Dataset content:
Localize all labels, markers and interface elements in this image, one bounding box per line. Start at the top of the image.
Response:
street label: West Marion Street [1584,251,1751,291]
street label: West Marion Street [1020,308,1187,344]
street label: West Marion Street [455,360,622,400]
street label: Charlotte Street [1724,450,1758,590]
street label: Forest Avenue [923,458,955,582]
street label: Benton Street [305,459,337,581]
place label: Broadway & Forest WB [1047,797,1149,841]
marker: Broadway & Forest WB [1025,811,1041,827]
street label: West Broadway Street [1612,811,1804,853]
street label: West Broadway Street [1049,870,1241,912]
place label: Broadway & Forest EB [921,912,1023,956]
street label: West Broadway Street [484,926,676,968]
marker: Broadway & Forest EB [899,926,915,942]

What is required: Each line above is to be copied exactly as written.

Response below:
Localize all labels, markers and interface elements in this image, one bounding box per line. Start at the top of the image.
Response:
street label: West Marion Street [1584,251,1751,291]
street label: West Marion Street [1020,308,1187,344]
street label: West Marion Street [455,360,622,400]
street label: Charlotte Street [1724,450,1758,590]
street label: Forest Avenue [923,458,955,582]
street label: Benton Street [305,459,337,581]
place label: Broadway & Forest WB [1047,797,1149,841]
marker: Broadway & Forest WB [1025,811,1041,827]
street label: West Broadway Street [1612,811,1804,853]
street label: West Broadway Street [1049,870,1241,912]
place label: Broadway & Forest EB [921,912,1023,956]
street label: West Broadway Street [484,926,676,968]
marker: Broadway & Forest EB [899,926,915,942]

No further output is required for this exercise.